We are analyzing https://link.springer.com/article/10.1186/s12918-015-0149-z.

Title:
Evolutionary tradeoffs, Pareto optimality and the morphology of ammonite shells | BMC Systems Biology
Description:
Background Organisms that need to perform multiple tasks face a fundamental tradeoff: no design can be optimal at all tasks at once. Recent theory based on Pareto optimality showed that such tradeoffs lead to a highly defined range of phenotypes, which lie in low-dimensional polyhedra in the space of traits. The vertices of these polyhedra are called archetypes- the phenotypes that are optimal at a single task.
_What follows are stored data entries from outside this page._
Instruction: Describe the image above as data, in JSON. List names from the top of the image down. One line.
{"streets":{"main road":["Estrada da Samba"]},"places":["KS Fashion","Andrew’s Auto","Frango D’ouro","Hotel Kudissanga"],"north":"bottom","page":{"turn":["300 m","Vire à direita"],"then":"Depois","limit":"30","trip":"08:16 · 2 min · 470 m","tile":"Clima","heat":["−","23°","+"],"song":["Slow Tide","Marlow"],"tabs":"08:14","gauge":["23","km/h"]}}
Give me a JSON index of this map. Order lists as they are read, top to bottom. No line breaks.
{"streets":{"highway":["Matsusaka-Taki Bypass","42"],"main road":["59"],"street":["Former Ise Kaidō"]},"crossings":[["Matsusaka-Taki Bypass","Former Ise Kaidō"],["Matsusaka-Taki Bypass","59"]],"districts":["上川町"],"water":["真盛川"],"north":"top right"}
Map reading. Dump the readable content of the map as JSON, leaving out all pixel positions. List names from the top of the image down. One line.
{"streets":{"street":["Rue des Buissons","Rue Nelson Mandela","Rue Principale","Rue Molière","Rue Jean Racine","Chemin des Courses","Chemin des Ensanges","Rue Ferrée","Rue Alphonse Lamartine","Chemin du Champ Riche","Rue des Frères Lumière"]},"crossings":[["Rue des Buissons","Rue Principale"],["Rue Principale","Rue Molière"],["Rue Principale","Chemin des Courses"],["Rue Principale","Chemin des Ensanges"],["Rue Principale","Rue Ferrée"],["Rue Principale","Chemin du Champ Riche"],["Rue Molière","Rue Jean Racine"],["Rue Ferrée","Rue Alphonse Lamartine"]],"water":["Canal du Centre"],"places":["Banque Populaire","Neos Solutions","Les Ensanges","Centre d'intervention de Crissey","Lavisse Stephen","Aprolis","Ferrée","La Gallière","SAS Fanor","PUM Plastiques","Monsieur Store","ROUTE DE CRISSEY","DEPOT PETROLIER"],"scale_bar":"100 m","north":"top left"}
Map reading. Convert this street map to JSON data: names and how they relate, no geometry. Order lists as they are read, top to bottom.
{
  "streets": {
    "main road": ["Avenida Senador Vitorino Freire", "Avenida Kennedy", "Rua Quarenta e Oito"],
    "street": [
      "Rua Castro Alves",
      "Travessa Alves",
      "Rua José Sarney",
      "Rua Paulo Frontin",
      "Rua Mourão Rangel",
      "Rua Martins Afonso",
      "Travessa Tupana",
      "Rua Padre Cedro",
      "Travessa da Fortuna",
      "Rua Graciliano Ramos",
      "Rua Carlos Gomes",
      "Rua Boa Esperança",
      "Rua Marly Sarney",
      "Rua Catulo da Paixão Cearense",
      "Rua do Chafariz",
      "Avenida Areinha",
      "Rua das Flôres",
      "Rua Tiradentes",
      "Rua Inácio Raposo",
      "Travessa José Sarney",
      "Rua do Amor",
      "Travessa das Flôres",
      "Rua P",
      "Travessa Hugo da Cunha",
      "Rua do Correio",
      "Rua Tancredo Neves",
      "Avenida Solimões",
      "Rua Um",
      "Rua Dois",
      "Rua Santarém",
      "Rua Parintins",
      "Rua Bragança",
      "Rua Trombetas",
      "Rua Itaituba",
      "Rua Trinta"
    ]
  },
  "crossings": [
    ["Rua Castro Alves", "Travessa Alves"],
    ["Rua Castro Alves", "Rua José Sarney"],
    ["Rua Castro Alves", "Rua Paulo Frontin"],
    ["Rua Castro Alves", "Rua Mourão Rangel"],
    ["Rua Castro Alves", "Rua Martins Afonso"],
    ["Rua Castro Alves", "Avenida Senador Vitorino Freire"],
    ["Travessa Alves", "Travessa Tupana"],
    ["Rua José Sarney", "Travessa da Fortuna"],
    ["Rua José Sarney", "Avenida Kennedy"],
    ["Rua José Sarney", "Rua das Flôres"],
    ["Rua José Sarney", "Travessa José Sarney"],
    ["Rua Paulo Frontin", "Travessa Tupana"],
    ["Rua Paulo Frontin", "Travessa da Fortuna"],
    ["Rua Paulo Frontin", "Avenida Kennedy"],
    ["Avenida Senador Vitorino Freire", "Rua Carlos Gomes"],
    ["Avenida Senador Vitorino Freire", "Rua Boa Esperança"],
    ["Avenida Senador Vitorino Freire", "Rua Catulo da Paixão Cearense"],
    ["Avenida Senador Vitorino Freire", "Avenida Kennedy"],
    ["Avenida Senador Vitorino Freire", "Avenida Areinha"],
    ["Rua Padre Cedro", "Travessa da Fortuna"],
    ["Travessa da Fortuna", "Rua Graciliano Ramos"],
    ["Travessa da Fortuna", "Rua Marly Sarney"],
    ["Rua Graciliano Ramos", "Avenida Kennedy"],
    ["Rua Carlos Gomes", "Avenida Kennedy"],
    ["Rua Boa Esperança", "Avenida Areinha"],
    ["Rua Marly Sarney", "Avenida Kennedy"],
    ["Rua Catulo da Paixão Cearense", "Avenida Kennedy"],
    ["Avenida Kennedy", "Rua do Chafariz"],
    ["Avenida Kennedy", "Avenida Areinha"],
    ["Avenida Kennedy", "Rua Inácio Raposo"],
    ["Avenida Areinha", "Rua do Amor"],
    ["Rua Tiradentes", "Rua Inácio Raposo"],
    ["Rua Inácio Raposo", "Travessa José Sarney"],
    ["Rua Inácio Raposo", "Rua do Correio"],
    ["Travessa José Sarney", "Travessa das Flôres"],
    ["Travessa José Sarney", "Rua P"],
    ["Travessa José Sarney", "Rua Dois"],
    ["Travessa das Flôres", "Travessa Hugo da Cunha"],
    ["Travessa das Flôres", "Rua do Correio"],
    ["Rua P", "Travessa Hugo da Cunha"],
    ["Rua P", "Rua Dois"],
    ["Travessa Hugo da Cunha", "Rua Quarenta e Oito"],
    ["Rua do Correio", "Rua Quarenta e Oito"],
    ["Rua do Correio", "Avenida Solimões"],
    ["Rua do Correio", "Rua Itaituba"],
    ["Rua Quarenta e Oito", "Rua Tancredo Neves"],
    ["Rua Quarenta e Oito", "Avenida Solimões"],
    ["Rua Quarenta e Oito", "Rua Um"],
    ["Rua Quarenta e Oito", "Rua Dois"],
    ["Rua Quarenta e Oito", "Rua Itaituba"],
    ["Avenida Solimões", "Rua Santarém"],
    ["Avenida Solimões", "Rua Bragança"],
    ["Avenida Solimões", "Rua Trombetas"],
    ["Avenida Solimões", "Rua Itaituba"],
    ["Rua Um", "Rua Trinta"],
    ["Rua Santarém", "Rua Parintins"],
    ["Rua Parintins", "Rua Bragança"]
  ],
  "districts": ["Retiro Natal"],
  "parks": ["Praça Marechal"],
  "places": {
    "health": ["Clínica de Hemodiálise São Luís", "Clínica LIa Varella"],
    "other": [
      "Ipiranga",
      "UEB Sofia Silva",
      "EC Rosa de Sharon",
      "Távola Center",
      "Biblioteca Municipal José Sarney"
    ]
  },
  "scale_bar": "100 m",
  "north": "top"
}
To rigorously test this theory requires measurements of thousands of species over hundreds of millions of years of evolution. Ammonoid fossil shells provide an excellent model system for this purpose. Ammonoids have a well-defined geometry that can be parameterized using three dimensionless features of their logarithmic-spiral-shaped shells. Their evolutionary history includes repeated mass extinctions. Results We find that ammonoids fill out a pyramid in morphospace, suggesting five specific tasks - one for each vertex of the pyramid. After mass extinctions, surviving species evolve to refill essentially the same pyramid, suggesting that the tasks are unchanging. We infer putative tasks for each archetype, related to economy of shell material, rapid shell growth, hydrodynamics and compactness. Conclusions These results support Pareto optimality theory as an approach to study evolutionary tradeoffs, and demonstrate how this approach can be used to infer the putative tasks that may shape the natural selection of phenotypes.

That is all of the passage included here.